For starters see John Kerry and Newt Gingrich's "debate" LINKED in Post # 25. It is typical Newt, seeing and praising the other side of the issue.
Then Andy Ferguson's take on Newt:
Re-written and highlighted here: Gingrich the Phony Intellectual Finally, there is Gingrich the disorganized. Gingrichs vagueness was always a problem, but the books show something more: a near-total lack of interest in the political implementation of his grand ideas a lack of interest, finally, in politics at its most mundane and consequential level. Gingrichs inattention to detail is one reason his speakership was so chaotic, as readers of a certain age will recall, and the primary reason he was shunned by his own party after four years with the gavel.

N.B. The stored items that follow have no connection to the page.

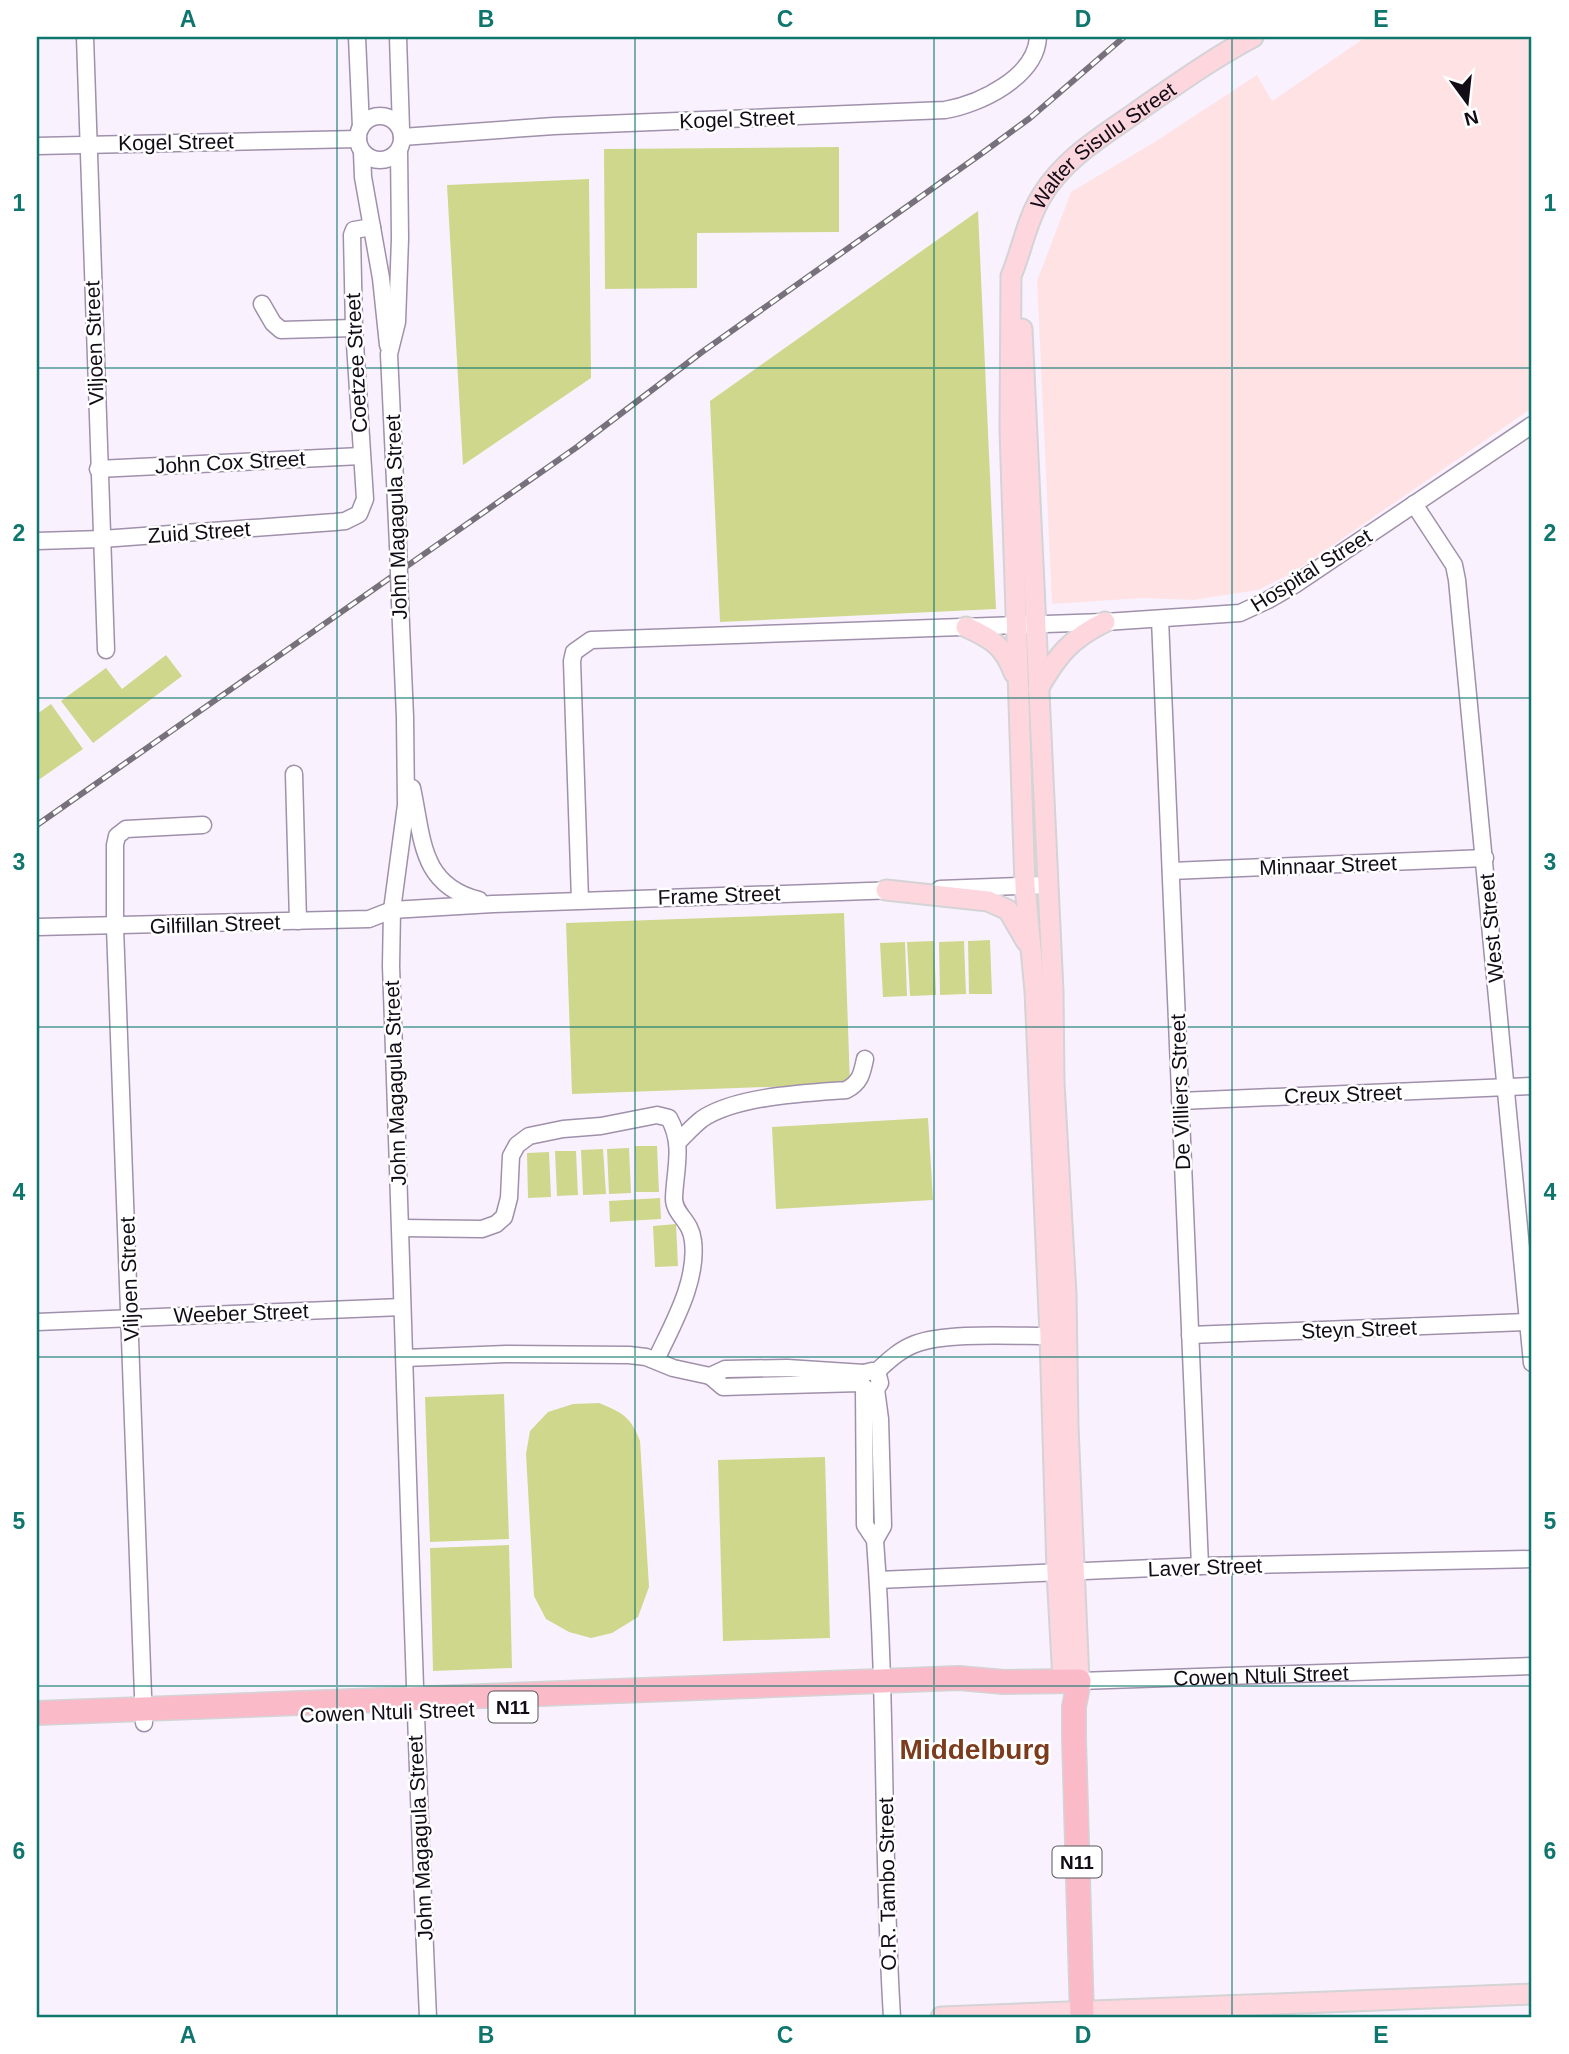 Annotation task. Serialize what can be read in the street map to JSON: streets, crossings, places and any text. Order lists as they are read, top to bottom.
{
  "streets": {
    "highway": ["Cowen Ntuli Street", "N11"],
    "main road": ["Walter Sisulu Street"],
    "street": [
      "Kogel Street",
      "Viljoen Street",
      "Coetzee Street",
      "John Cox Street",
      "John Magagula Street",
      "Zuid Street",
      "Hospital Street",
      "Minnaar Street",
      "Frame Street",
      "Gilfillan Street",
      "West Street",
      "De Villiers Street",
      "Creux Street",
      "Weeber Street",
      "Steyn Street",
      "Laver Street",
      "O.R. Tambo Street"
    ]
  },
  "crossings": [
    ["Kogel Street", "Viljoen Street"],
    ["Kogel Street", "John Magagula Street"],
    ["Walter Sisulu Street", "Hospital Street"],
    ["Viljoen Street", "John Cox Street"],
    ["Viljoen Street", "Zuid Street"],
    ["Viljoen Street", "Gilfillan Street"],
    ["Viljoen Street", "Weeber Street"],
    ["Viljoen Street", "Cowen Ntuli Street"],
    ["Coetzee Street", "John Cox Street"],
    ["Coetzee Street", "Zuid Street"],
    ["John Magagula Street", "Frame Street"],
    ["John Magagula Street", "Gilfillan Street"],
    ["John Magagula Street", "Weeber Street"],
    ["John Magagula Street", "Cowen Ntuli Street"],
    ["Hospital Street", "Frame Street"],
    ["Hospital Street", "West Street"],
    ["Hospital Street", "De Villiers Street"],
    ["Minnaar Street", "West Street"],
    ["Minnaar Street", "De Villiers Street"],
    ["Frame Street", "Gilfillan Street"],
    ["West Street", "Creux Street"],
    ["West Street", "Steyn Street"],
    ["De Villiers Street", "Creux Street"],
    ["De Villiers Street", "Steyn Street"],
    ["De Villiers Street", "Laver Street"],
    ["Laver Street", "O.R. Tambo Street"],
    ["Cowen Ntuli Street", "N11"],
    ["Cowen Ntuli Street", "O.R. Tambo Street"]
  ],
  "districts": ["Middelburg"],
  "north": "bottom",
  "grid": {
    "columns": [
      "A",
      "B",
      "C",
      "D",
      "E"
    ],
    "rows": [
      "1",
      "2",
      "3",
      "4",
      "5",
      "6"
    ]
  }
}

When many in the mainstream media and far too many conservatives who should know better swoon over his pronouncements, the cannier on the right and left justifiably roll their eyes in disgust. Gingrichs mind is an attic of throwaway, unusable and downright goofy ideas, piled high like newspapers in the room of a troubled subject on Hoarders. The volume is great, the quality is shoddy. His hobbyhorse is technology, or rather gimmickry. (The coming rush of high technology will dismantle the welfare state and provide a replacement that is humane and efficient; it will free the poor from government dependency, take apart a failing educational establishment, relieve the drudgery of industrial labor and provide a steady supply of pleasant jobs, defrock out-of-touch elites in every corner of the ruthlessly secular society, clean up the environment and bequeath to us an America that is safe, healthy, prosperous and free, as he wrote in Winning the Future and, with slight variation, in most of his other books too.)
But, ironically, what he never masters is politics. His collapse as speaker is more understandable once you grasp the full extent of his egomania and grandiose visions (Muddling through which is the default option of our constitutional system and the one that most Americans, latently conservative as they are, seem to prefer never surfaces in the swirling mists of his crystal ball.) Daydreamers and narcissists can make (in small doses) amusing writers and entertaining cocktail party guests, but lousy political leaders. And as president? Shudder.
I agree with every word that Andy Ferguson said about Newt.